He grunted and turned away. “You just don’t understand.”
After three months together, he sounded no less petulant and irritating. She hated that the person who could make her so furious could also break her heart. She hated that this was the hand she’d been dealt.
“I’m starting to understand why they got rid of you,” she said, rolling her eyes. “But you and I still need to talk. You left me. You joined a gang and you left me.”
He grumbled something unintelligible.
“What?” she asked.
“I said thatyou’re no better. You’re the second of the Spirits.”
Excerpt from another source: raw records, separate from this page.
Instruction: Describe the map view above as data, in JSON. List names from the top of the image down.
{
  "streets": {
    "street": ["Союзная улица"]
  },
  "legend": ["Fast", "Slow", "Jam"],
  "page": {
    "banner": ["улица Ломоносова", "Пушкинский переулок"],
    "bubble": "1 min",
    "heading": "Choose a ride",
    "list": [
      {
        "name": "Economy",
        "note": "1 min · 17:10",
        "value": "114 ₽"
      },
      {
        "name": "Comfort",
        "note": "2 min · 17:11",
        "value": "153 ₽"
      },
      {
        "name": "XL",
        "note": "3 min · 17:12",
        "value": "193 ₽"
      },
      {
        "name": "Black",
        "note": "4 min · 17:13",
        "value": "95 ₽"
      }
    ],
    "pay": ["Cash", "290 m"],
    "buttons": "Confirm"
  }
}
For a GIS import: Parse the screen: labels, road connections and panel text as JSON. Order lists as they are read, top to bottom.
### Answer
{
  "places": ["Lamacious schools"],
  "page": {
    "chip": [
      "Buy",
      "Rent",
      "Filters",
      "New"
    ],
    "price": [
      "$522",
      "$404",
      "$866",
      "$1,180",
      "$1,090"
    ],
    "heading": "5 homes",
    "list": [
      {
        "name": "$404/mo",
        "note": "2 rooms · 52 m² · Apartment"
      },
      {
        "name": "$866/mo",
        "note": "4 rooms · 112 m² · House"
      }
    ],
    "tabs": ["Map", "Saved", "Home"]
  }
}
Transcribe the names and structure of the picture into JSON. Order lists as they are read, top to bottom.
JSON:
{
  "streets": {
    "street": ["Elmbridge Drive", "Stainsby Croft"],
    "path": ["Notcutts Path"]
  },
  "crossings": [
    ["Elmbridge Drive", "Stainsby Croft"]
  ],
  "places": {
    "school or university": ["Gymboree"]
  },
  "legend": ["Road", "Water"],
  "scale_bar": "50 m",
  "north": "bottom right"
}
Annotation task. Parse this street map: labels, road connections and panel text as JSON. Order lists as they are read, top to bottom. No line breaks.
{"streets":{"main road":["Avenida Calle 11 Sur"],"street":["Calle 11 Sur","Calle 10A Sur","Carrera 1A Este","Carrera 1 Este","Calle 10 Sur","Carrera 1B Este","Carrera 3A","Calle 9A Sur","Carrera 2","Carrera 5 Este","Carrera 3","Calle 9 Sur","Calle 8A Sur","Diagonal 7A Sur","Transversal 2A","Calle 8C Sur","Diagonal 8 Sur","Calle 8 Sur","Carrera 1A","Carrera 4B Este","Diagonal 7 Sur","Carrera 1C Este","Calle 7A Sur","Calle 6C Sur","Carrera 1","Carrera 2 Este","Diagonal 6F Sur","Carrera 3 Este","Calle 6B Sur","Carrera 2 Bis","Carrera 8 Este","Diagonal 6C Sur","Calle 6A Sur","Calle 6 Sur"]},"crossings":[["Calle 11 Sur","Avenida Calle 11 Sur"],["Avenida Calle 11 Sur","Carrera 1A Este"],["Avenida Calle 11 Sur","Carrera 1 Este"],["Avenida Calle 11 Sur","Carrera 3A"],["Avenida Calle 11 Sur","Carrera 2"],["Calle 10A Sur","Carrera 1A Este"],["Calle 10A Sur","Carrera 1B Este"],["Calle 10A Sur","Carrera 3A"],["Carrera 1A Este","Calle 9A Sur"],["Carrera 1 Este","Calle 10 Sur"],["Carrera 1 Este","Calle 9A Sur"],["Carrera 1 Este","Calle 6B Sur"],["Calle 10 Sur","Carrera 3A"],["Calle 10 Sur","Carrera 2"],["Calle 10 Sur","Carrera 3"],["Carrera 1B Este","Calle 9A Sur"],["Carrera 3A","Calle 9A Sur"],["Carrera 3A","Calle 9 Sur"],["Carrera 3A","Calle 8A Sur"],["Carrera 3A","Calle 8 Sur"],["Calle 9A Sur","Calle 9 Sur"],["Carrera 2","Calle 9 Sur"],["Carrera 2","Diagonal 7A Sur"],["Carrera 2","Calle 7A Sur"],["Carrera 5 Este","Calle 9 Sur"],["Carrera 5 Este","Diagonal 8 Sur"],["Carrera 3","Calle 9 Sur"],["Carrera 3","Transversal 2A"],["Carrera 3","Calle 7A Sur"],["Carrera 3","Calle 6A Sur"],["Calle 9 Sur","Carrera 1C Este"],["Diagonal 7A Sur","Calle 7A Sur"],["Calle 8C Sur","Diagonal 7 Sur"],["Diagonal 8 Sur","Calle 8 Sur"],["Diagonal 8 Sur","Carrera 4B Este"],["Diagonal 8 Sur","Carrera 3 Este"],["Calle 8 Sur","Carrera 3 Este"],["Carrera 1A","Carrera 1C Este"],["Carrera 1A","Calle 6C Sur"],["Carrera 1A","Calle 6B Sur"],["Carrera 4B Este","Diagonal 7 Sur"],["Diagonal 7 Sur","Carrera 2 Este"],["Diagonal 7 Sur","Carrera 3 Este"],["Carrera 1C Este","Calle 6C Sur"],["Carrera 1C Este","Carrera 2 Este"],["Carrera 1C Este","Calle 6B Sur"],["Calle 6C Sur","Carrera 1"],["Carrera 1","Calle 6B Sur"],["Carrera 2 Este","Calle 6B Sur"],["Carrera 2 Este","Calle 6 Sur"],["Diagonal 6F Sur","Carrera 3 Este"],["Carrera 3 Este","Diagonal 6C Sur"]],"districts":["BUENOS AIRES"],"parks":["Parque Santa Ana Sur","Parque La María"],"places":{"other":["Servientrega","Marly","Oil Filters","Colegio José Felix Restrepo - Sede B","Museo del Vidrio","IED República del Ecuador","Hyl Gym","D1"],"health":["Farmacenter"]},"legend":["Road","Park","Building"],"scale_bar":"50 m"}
“That was an accident. I never wanted to join a gang. Not after what happened to Sam.” Justin flinched at the sound of their older brother’s name. “Besides, it doesn’t matter. I’m not the second anymore.”
Justin scoffed. “Of course it matters. It’s why you have a card.”
Lola didn’t come in here to talk about herself. She didn’t want to think about Enne or the look in Levi’s eyes when she’d told him about Veil. She’d considered confessing to Arabella about what had happened, but Arabella had been gone a lot lately, disappearing for hours on end, returning reeking of smoke or seawater. And besides, she hadn’t forgiven Arabella for calling her paranoid.
Justin wrenched his arm against the cuff binding his wrist to the bed knob. “I don’t know what you want from me. I’m a prisoner here. You two can’t keep me here forever.”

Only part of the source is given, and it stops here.